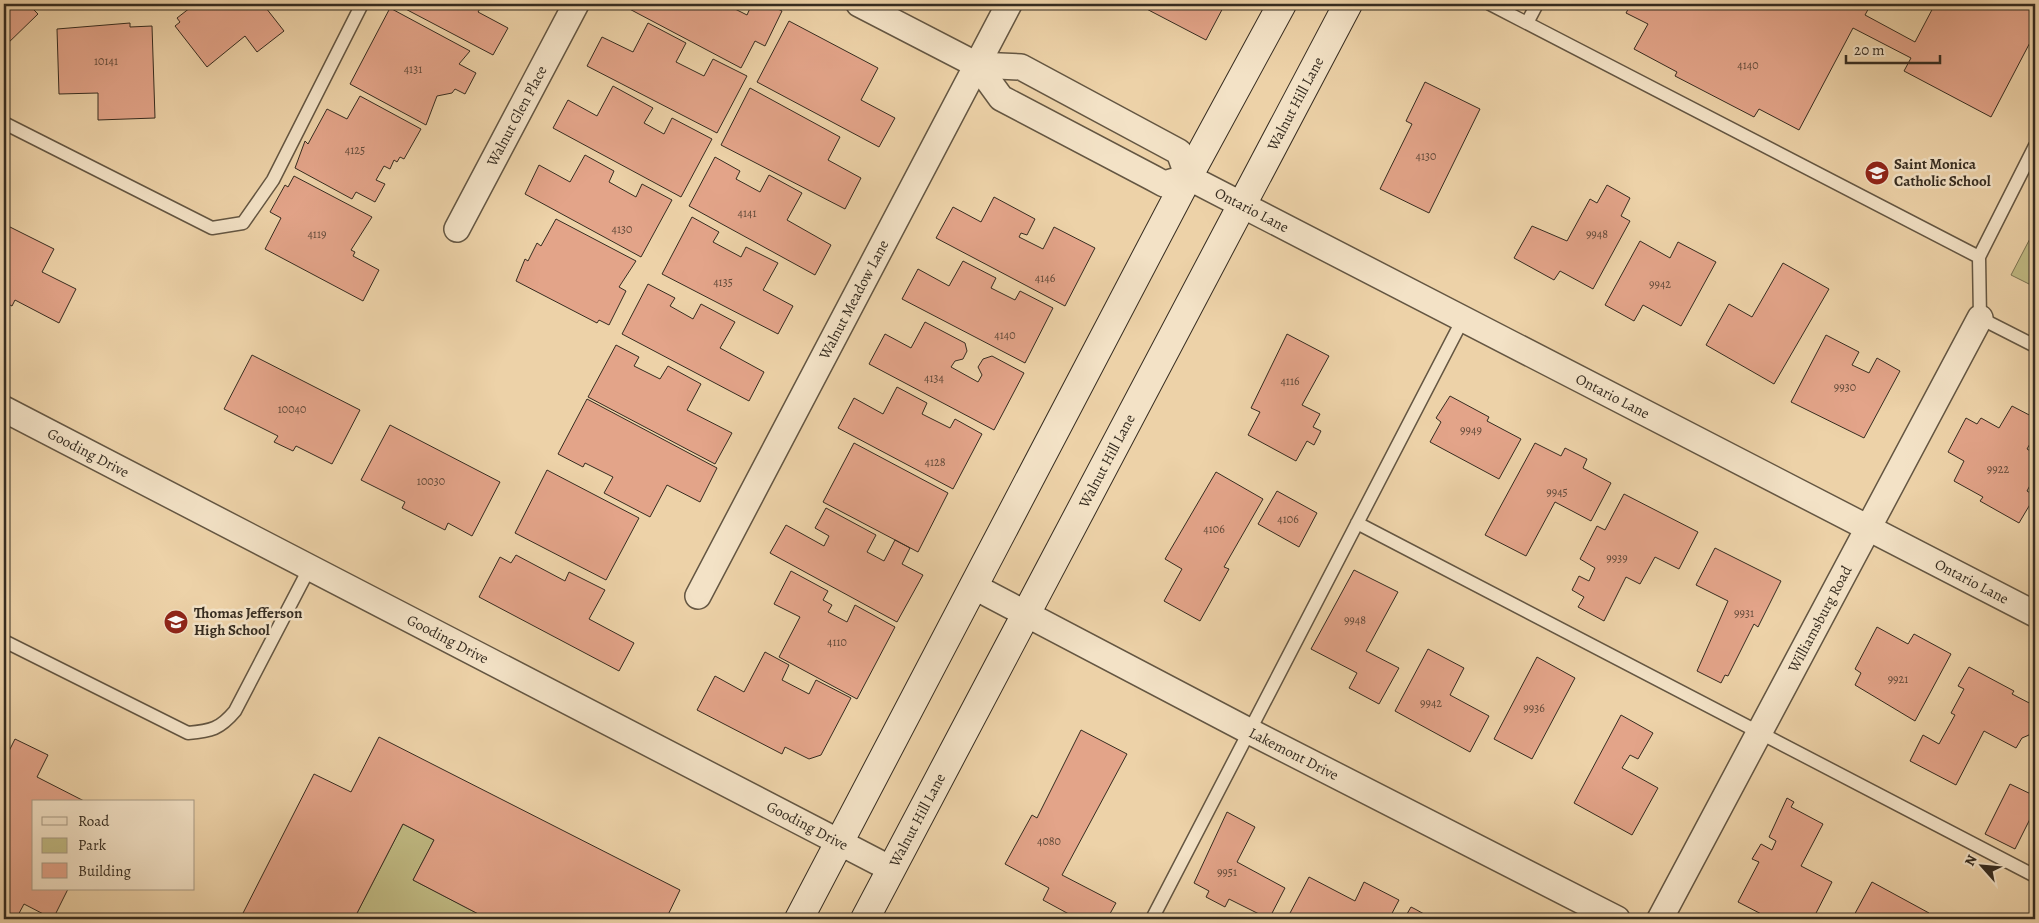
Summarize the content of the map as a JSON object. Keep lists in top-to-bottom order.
{
  "streets": {
    "main road": ["Walnut Hill Lane"],
    "street": [
      "Walnut Glen Place",
      "Ontario Lane",
      "Walnut Meadow Lane",
      "Gooding Drive",
      "Williamsburg Road",
      "Lakemont Drive"
    ]
  },
  "crossings": [
    ["Walnut Hill Lane", "Ontario Lane"],
    ["Walnut Hill Lane", "Gooding Drive"],
    ["Walnut Hill Lane", "Lakemont Drive"],
    ["Ontario Lane", "Williamsburg Road"]
  ],
  "places": {
    "school or university": ["Saint Monica Catholic School", "Thomas Jefferson High School"]
  },
  "house_numbers": [
    "10141",
    "4140",
    "4131",
    "4125",
    "4130",
    "4141",
    "4130",
    "4119",
    "9948",
    "4146",
    "4135",
    "9942",
    "4140",
    "4134",
    "4116",
    "9930",
    "10040",
    "9949",
    "4128",
    "9922",
    "10030",
    "9945",
    "4106",
    "4106",
    "9939",
    "9931",
    "9948",
    "4110",
    "9921",
    "9942",
    "9936",
    "4080",
    "9951"
  ],
  "legend": ["Road", "Park", "Building"],
  "scale_bar": "20 m",
  "north": "top left"
}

....................

Exercise instructions: Omit the pictures, then print the rest of the listing above exactly.

Task output:
Summarize the content of the map as a JSON object. Keep lists in top-to-bottom order.
{
  "streets": {
    "main road": ["Walnut Hill Lane"],
    "street": [
      "Walnut Glen Place",
      "Ontario Lane",
      "Walnut Meadow Lane",
      "Gooding Drive",
      "Williamsburg Road",
      "Lakemont Drive"
    ]
  },
  "crossings": [
    ["Walnut Hill Lane", "Ontario Lane"],
    ["Walnut Hill Lane", "Gooding Drive"],
    ["Walnut Hill Lane", "Lakemont Drive"],
    ["Ontario Lane", "Williamsburg Road"]
  ],
  "places": {
    "school or university": ["Saint Monica Catholic School", "Thomas Jefferson High School"]
  },
  "house_numbers": [
    "10141",
    "4140",
    "4131",
    "4125",
    "4130",
    "4141",
    "4130",
    "4119",
    "9948",
    "4146",
    "4135",
    "9942",
    "4140",
    "4134",
    "4116",
    "9930",
    "10040",
    "9949",
    "4128",
    "9922",
    "10030",
    "9945",
    "4106",
    "4106",
    "9939",
    "9931",
    "9948",
    "4110",
    "9921",
    "9942",
    "9936",
    "4080",
    "9951"
  ],
  "legend": ["Road", "Park", "Building"],
  "scale_bar": "20 m",
  "north": "top left"
}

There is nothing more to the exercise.